» **Material for this exercise**
──────

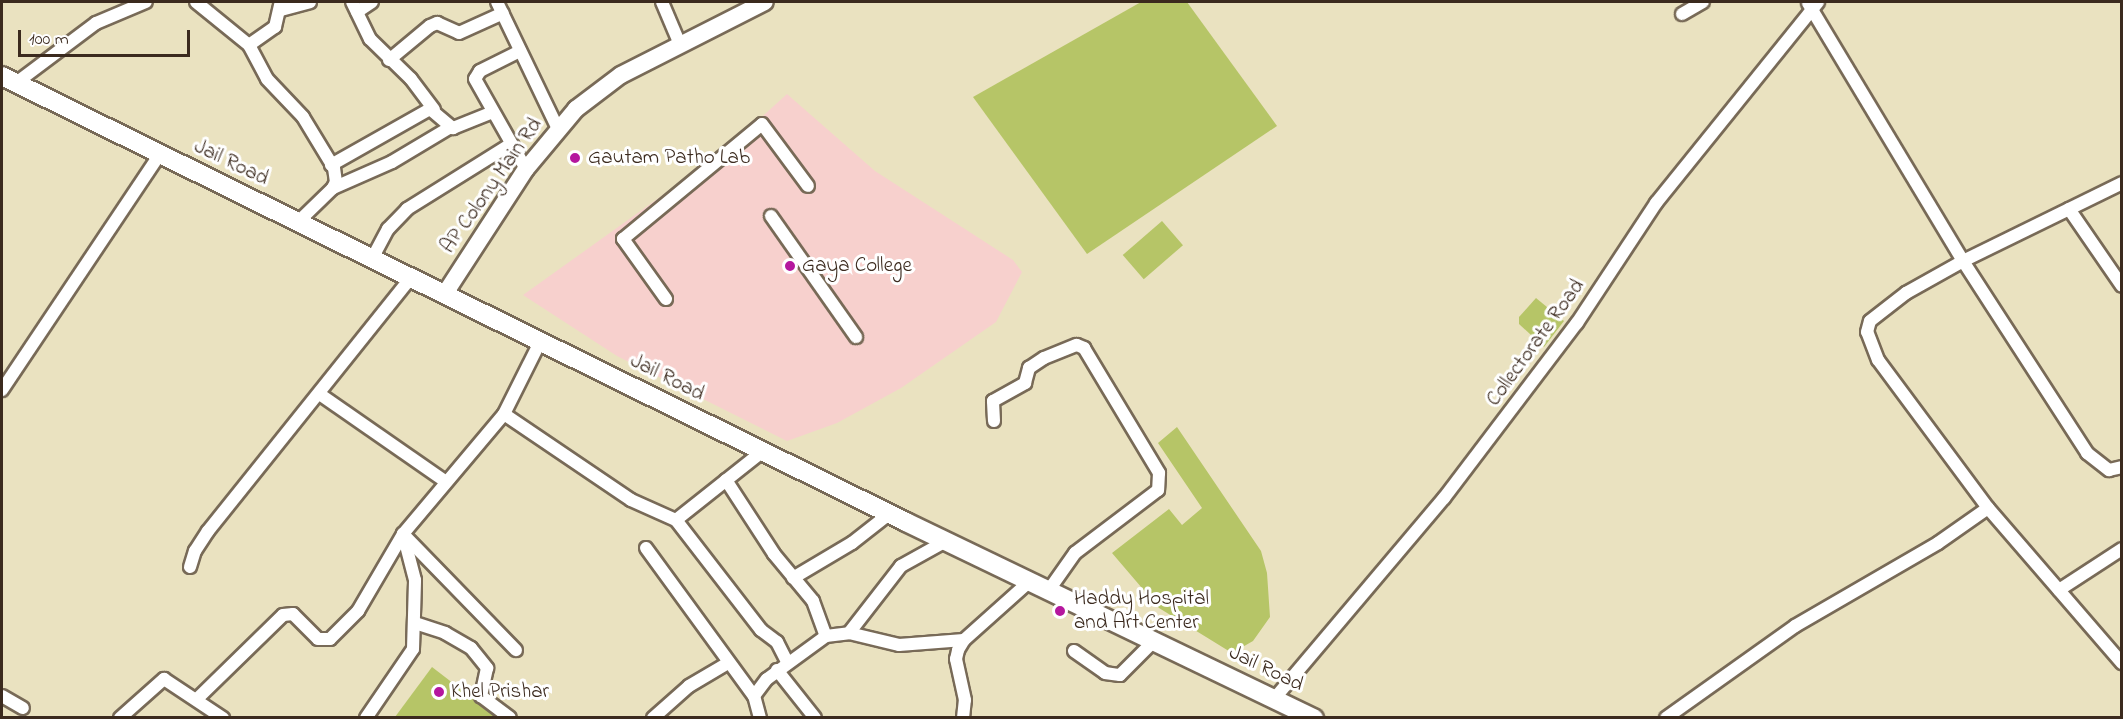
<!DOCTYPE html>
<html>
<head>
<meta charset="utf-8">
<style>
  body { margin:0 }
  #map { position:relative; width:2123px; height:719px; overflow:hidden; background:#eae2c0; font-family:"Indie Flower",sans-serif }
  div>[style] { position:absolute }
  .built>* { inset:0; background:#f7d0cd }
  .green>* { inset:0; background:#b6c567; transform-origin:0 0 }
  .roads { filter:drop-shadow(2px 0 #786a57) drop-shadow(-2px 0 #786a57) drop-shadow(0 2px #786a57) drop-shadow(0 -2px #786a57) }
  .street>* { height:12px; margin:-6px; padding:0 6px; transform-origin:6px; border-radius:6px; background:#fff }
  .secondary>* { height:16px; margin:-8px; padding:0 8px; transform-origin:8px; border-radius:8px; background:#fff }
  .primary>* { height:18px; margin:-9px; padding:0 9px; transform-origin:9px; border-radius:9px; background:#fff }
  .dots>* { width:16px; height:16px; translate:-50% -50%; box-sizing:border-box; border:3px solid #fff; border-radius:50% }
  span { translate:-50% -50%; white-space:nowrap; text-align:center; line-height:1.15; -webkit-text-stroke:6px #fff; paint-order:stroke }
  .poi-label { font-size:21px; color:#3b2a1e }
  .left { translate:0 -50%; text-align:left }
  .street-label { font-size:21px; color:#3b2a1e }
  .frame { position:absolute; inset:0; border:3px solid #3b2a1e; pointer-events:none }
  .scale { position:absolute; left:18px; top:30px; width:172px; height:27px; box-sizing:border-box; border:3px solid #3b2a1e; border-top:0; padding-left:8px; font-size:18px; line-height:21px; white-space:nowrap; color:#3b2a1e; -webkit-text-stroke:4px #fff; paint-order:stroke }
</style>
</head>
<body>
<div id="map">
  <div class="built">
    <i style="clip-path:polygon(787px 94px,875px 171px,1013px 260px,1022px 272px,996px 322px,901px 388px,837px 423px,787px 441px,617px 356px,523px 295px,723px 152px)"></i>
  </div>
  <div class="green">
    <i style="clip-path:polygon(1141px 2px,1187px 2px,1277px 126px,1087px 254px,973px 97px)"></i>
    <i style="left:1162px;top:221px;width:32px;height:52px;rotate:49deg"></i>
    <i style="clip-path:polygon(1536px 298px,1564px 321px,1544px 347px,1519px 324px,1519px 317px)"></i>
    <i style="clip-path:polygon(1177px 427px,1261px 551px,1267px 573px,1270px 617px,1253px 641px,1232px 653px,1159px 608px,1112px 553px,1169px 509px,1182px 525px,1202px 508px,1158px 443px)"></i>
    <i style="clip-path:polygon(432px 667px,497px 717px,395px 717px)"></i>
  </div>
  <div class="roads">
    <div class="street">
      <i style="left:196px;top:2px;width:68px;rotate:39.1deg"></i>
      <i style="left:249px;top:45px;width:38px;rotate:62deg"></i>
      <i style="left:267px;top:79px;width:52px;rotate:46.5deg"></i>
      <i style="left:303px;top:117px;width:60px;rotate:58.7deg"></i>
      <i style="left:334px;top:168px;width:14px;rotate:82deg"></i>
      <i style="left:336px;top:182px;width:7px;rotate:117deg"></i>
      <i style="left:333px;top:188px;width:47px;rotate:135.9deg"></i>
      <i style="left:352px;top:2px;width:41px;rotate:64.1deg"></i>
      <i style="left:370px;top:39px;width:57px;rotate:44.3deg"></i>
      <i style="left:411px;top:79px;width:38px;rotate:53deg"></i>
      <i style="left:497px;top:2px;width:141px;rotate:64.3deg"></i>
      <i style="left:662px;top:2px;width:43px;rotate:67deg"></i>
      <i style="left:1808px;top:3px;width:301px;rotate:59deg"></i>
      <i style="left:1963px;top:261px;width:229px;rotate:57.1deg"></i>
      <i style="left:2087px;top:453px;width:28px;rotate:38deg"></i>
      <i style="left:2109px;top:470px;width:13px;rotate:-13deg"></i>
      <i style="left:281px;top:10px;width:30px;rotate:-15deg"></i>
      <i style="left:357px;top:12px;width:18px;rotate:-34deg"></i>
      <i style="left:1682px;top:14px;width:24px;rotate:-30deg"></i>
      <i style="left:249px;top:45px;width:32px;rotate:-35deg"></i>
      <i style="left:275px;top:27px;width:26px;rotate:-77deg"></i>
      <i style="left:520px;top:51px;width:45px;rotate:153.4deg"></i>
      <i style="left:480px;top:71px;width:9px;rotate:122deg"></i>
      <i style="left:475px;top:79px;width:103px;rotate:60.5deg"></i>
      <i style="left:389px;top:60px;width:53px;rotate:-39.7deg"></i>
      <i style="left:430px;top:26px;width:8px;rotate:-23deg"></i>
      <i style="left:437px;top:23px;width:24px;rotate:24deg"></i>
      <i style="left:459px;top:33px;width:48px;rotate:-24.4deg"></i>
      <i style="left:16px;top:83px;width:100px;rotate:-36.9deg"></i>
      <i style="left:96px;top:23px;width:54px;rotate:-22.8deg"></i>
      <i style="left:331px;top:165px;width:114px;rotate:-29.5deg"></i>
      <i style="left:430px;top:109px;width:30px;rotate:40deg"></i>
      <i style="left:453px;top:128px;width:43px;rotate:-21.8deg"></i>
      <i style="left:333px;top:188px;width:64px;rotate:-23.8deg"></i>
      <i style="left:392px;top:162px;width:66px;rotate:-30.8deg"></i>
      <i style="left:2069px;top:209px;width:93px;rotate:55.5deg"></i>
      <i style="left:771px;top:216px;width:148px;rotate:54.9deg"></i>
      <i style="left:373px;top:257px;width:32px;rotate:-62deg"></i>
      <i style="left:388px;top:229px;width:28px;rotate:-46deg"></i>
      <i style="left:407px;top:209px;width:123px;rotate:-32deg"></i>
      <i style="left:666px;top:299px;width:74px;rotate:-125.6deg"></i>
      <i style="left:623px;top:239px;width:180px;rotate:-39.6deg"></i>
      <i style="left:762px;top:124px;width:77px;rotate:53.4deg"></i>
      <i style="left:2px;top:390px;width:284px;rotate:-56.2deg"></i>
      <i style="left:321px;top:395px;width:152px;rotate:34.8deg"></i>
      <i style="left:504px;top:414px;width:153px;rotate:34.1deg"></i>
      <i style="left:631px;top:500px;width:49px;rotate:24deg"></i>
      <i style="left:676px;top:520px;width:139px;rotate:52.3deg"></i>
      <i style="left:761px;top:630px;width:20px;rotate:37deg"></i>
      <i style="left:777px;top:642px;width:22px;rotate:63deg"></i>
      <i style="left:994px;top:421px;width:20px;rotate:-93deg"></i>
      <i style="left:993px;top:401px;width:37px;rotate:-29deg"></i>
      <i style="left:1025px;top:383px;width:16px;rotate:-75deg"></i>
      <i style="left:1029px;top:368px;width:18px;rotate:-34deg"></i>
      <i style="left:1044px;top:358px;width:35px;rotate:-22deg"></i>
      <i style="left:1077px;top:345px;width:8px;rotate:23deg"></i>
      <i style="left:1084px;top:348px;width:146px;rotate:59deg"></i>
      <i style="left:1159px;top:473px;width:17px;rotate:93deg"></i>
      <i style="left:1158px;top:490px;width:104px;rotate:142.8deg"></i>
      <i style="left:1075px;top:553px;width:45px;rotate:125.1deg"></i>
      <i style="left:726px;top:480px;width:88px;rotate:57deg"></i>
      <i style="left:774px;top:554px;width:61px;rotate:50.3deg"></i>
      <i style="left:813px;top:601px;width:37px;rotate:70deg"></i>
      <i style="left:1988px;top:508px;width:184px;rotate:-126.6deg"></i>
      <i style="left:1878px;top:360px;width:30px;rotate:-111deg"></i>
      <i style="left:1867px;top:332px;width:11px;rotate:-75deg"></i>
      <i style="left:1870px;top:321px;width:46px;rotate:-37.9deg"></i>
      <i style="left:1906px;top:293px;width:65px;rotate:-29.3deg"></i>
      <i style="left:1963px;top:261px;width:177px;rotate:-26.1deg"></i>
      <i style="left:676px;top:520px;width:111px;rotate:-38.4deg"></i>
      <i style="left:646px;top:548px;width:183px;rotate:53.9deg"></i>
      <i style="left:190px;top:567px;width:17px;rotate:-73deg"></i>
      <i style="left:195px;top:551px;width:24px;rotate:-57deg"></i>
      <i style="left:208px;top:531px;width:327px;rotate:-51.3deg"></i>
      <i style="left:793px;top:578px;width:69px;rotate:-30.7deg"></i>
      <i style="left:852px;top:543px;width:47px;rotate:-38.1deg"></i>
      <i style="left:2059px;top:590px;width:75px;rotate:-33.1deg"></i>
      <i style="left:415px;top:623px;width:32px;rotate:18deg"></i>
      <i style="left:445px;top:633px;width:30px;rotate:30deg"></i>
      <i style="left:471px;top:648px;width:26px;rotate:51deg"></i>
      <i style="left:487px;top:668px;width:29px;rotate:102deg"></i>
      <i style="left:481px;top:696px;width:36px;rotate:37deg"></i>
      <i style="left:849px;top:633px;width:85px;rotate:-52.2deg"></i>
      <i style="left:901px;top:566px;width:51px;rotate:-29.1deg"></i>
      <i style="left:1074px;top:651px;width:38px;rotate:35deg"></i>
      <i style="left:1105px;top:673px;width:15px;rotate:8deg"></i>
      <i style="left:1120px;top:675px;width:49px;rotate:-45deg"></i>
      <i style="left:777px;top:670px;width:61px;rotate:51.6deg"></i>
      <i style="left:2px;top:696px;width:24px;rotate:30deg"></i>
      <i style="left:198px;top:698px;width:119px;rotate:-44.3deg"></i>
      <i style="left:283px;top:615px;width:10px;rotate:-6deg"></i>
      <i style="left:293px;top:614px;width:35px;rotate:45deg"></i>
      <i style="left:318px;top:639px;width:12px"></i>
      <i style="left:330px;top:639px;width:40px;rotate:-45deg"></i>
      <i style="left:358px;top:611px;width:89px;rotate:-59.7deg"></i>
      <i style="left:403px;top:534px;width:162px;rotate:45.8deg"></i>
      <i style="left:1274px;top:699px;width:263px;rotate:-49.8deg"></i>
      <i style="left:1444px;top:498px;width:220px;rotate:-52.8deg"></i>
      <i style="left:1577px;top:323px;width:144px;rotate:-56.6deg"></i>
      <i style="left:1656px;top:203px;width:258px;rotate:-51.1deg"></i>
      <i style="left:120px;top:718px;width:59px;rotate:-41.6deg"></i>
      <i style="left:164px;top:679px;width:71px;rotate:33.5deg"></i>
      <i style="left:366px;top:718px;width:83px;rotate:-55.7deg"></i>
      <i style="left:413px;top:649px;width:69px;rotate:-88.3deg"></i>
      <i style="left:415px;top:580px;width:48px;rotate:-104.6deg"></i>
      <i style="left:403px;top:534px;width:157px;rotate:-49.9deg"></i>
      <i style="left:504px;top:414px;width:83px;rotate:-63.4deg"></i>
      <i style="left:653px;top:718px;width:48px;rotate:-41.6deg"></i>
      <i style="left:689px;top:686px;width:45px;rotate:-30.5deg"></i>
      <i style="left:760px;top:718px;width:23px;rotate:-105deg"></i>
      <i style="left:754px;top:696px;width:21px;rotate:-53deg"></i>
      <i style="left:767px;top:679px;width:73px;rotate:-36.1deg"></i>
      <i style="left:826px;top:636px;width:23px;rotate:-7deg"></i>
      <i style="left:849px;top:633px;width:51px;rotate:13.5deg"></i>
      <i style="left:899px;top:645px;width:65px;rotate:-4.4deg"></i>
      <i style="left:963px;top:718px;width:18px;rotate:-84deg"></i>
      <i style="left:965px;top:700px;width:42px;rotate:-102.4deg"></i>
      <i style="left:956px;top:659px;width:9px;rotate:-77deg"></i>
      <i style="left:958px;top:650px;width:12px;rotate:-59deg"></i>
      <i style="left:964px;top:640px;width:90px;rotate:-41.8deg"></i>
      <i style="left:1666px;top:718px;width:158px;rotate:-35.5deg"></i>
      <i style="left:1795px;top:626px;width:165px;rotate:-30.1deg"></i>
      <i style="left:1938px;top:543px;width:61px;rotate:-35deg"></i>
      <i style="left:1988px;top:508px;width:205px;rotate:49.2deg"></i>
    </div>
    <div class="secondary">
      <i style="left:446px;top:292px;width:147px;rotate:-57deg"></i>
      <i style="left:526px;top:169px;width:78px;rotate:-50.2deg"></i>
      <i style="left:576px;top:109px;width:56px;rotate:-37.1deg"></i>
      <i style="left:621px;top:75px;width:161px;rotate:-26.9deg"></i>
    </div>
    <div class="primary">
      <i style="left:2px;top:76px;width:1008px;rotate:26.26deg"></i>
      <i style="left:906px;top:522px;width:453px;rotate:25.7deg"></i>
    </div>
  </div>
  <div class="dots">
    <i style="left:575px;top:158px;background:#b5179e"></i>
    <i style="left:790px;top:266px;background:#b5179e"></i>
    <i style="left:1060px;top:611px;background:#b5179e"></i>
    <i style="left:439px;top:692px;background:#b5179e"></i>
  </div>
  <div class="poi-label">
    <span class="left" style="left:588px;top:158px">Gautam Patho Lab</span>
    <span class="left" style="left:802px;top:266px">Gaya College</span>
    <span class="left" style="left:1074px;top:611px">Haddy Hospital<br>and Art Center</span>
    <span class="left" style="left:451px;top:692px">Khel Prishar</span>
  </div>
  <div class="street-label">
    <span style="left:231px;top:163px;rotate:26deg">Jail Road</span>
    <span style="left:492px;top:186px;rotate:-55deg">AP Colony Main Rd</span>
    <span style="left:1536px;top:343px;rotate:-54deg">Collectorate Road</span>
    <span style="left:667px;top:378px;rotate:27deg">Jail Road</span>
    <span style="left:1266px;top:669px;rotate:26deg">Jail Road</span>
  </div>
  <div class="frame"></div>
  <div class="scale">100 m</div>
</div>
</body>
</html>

──────

» **To do**
Every line above from the line with "translate:-50% -50%; white-space:nowrap;" to the line with "427px,1261px 551px,1267px 573px,1270px", inclusive, must be returned exactly; no other line belongs in the reply.

» **Reply to the task**
  span { translate:-50% -50%; white-space:nowrap; text-align:center; line-height:1.15; -webkit-text-stroke:6px #fff; paint-order:stroke }
  .poi-label { font-size:21px; color:#3b2a1e }
  .left { translate:0 -50%; text-align:left }
  .street-label { font-size:21px; color:#3b2a1e }
  .frame { position:absolute; inset:0; border:3px solid #3b2a1e; pointer-events:none }
  .scale { position:absolute; left:18px; top:30px; width:172px; height:27px; box-sizing:border-box; border:3px solid #3b2a1e; border-top:0; padding-left:8px; font-size:18px; line-height:21px; white-space:nowrap; color:#3b2a1e; -webkit-text-stroke:4px #fff; paint-order:stroke }
</style>
</head>
<body>
<div id="map">
  <div class="built">
    <i style="clip-path:polygon(787px 94px,875px 171px,1013px 260px,1022px 272px,996px 322px,901px 388px,837px 423px,787px 441px,617px 356px,523px 295px,723px 152px)"></i>
  </div>
  <div class="green">
    <i style="clip-path:polygon(1141px 2px,1187px 2px,1277px 126px,1087px 254px,973px 97px)"></i>
    <i style="left:1162px;top:221px;width:32px;height:52px;rotate:49deg"></i>
    <i style="clip-path:polygon(1536px 298px,1564px 321px,1544px 347px,1519px 324px,1519px 317px)"></i>
    <i style="clip-path:polygon(1177px 427px,1261px 551px,1267px 573px,1270px 617px,1253px 641px,1232px 653px,1159px 608px,1112px 553px,1169px 509px,1182px 525px,1202px 508px,1158px 443px)"></i>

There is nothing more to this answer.